NEW YORK (MainStreet) – A Gallup poll released this morning shows significant gains in consumer confidence – just as government figures show that public debt now matches the overall size of the U.S. economy.
First, the good news.
The Gallup Economic Confidence Index rose to -27, a big improvement over the -50 readings the index saw this summer. The N.J.-based polling firm says the consumer confidence numbers are at their highest levels since May 2011. The survey, which tracked a random sample of 3,428 U.S. adults from Jan. 2 to Jan. 8, saw a seven-point rise in the past week alone, and is 16 points higher since the beginning of November.
As always with these kinds of polls, you need to take the results with a grain of salt. In relative terms, Americans are far and away still down on the economy, it’s just that a few more are finally starting to see the clouds lifting.
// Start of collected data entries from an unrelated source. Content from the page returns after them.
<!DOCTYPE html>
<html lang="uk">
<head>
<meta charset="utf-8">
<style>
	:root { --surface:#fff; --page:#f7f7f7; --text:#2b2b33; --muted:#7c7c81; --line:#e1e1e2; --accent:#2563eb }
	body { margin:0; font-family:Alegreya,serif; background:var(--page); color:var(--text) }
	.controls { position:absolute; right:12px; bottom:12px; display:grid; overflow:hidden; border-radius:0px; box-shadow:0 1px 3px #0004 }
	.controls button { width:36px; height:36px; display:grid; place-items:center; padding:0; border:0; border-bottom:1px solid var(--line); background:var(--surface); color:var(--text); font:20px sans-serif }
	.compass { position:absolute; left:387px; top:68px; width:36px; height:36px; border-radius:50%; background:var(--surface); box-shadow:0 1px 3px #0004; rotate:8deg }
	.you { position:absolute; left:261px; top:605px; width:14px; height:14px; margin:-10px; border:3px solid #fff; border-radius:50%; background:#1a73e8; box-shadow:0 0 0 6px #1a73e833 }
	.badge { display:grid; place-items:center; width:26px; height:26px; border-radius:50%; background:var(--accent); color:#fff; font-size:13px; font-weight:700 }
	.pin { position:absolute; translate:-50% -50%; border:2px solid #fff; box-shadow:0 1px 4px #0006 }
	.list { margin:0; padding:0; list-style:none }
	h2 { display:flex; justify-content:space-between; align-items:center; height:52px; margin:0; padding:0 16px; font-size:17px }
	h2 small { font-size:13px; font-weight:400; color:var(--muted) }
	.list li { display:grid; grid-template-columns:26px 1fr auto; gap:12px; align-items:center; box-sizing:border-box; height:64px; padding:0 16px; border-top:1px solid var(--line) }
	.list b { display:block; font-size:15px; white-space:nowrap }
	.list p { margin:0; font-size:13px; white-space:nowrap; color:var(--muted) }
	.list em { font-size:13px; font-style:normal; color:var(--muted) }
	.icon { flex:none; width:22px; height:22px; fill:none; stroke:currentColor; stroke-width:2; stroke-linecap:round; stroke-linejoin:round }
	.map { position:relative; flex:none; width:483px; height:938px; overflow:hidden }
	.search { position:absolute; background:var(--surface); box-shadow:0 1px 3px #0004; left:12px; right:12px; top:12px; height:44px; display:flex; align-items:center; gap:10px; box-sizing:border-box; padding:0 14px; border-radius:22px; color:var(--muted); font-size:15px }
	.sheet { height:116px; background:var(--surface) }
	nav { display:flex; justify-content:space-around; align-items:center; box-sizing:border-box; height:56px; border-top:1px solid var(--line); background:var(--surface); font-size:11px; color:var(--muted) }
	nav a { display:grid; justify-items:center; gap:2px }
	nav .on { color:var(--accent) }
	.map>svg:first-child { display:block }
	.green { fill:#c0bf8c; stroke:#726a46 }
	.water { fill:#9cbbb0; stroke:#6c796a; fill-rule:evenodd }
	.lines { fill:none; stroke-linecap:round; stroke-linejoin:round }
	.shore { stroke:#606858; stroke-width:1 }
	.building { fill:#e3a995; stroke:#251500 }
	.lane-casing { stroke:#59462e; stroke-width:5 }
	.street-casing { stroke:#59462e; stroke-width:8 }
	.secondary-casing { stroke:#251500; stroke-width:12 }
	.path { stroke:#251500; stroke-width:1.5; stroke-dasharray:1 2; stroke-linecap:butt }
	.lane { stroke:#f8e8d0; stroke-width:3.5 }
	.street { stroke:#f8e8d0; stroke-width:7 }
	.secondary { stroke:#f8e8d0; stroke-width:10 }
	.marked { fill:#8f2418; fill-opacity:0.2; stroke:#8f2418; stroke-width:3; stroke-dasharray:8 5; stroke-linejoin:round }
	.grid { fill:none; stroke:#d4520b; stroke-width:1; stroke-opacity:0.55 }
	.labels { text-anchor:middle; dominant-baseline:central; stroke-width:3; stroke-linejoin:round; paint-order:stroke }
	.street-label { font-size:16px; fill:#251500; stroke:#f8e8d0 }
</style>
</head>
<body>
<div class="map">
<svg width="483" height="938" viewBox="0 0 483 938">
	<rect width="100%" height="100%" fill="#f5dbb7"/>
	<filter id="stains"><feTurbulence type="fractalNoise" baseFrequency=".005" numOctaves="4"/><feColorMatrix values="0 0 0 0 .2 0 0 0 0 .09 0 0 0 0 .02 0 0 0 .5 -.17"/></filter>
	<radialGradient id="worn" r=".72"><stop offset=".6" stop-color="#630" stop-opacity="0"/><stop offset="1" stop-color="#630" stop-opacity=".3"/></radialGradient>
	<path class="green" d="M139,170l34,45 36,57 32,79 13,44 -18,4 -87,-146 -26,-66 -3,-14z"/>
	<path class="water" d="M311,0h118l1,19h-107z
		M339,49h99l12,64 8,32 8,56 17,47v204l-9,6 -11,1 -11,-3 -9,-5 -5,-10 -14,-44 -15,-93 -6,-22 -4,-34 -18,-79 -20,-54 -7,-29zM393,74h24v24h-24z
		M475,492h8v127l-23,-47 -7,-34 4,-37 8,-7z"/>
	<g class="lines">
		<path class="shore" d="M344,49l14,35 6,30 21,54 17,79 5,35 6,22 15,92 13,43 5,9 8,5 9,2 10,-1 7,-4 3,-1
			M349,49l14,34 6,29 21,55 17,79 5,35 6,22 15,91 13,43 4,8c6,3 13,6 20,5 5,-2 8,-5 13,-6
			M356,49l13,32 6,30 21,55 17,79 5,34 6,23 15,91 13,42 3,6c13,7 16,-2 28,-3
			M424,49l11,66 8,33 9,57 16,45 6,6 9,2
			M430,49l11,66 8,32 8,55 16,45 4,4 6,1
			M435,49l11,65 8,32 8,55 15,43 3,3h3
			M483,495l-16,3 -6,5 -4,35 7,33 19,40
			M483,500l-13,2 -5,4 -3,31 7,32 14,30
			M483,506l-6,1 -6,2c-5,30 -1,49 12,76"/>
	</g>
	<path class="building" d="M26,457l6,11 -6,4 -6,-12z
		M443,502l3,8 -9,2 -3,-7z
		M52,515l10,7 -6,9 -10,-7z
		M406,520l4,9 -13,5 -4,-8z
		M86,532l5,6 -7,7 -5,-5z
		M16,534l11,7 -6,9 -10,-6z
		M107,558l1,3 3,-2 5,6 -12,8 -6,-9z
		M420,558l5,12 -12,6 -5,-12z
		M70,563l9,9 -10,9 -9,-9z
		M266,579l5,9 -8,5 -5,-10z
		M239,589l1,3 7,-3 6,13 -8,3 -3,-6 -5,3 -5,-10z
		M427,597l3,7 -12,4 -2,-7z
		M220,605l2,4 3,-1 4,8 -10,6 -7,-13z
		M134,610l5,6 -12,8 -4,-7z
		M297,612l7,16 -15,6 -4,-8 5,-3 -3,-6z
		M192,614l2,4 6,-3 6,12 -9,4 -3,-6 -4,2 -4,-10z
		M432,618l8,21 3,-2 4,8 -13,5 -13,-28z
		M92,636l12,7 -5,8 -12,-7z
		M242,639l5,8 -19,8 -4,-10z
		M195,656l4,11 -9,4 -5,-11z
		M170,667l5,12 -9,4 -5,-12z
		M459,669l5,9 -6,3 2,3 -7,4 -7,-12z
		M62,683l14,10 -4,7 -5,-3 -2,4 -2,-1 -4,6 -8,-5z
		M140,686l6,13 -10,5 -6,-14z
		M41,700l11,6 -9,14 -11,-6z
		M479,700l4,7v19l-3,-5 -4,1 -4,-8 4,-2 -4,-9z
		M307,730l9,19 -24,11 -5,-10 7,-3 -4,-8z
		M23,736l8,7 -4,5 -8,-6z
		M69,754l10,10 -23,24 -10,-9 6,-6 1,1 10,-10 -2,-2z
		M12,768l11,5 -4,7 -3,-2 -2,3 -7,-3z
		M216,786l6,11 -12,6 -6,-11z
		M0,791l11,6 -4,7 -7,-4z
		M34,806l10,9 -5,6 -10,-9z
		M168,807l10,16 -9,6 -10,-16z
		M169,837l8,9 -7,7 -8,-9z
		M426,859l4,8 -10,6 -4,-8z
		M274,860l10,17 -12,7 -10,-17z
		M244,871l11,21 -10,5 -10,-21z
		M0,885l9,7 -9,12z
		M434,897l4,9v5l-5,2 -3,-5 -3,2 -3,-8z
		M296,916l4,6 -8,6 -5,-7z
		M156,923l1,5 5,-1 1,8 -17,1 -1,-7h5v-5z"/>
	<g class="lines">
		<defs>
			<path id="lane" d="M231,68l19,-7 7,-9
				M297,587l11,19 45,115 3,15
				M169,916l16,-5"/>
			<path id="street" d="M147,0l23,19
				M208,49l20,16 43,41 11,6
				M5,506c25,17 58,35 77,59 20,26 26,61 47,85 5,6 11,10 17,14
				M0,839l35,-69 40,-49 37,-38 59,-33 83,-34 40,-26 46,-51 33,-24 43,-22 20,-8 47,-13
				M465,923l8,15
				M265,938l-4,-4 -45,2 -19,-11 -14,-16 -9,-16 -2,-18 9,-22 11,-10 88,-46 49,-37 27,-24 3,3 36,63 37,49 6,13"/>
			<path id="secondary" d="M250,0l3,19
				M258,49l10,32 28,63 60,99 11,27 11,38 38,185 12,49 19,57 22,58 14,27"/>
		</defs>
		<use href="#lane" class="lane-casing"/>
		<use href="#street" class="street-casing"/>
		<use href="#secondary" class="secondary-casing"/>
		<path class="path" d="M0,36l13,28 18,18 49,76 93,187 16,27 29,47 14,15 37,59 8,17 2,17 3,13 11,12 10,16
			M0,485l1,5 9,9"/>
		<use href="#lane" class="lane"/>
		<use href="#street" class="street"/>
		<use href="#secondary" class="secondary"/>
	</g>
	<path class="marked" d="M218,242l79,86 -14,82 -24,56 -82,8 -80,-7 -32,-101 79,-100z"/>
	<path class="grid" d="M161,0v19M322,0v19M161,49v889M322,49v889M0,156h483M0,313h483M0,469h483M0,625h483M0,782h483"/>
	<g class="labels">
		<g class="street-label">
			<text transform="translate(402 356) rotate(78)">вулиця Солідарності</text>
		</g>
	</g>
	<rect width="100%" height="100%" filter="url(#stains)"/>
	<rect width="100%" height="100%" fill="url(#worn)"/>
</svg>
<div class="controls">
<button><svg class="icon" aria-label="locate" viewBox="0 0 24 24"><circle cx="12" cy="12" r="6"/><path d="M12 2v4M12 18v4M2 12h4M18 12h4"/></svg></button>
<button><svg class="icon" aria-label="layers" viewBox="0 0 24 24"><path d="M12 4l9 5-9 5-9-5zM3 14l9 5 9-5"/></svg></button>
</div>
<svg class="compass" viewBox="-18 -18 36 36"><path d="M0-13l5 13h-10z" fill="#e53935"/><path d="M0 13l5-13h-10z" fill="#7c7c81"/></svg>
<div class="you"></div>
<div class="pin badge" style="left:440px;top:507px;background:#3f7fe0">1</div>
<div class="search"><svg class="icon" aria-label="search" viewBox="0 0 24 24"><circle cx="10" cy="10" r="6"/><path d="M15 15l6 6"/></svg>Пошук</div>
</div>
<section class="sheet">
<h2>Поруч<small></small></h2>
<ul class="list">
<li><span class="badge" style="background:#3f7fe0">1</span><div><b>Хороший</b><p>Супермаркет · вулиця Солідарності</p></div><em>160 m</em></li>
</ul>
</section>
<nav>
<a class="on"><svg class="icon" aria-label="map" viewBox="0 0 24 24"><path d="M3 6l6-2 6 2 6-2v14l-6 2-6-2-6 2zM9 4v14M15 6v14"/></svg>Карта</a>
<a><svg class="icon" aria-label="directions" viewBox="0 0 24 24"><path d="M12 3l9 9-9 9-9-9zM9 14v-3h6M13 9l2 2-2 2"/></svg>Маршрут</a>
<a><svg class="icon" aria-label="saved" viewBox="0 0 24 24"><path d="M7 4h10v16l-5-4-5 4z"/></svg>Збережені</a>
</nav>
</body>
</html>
For example, Gallup reports that 11% of Americans say the economy is either “good” or “excellent,” while 44% rate it as “poor.”
Still, progress is progress, and consumer sentiment is tacking higher these days, although Gallup does a fair job of pointing out that consumer confidence is a fragile beast.
“The decline in the government’s U.S. unemployment rate – from 9.2% in late August to 8.5% in December as measured by Gallup – helped lift Americans' economic mood at the end of 2011, and any setbacks in that area could be equally effective at stifling it,” Gallup’s Lydia Saad wrote in a report on the poll findings. “Also, rising gas prices, political conflict in Washington over payroll taxes and the debt ceiling, and continued softness in housing all represent potential drags on consumer optimism.”
But just as Americans may be showing some slivers of optimism about the economy, out comes data from the federal government that shows the national debt is now as large as the entire U.S. economy. The amount of money owed by Uncle Sam has crested $15.23 trillion, which roughly matches the $15.17 trillion in the entire value of goods and services generated in the U.S. as of September 2011.
Furthermore, the longer-term outlook shows that the national debt will grow faster than the U.S. economy. In fact, the U.S. economy would have to grow at a 6% rate just to keep up (right now, gross domestic product is averaging about 2% annually, and from 1947 to 2011, it’s only averaged 3.28%, according to the financial website TradingEconomics.com).
If you think that’s bad, the numbers could get even worse. The White House’s own numbers show the national debt exceeding $26 trillion 10 years from now – a mind-boggling number by any measure.
It seems that while consumer confidence is rising, a looming shadow may be rising even higher.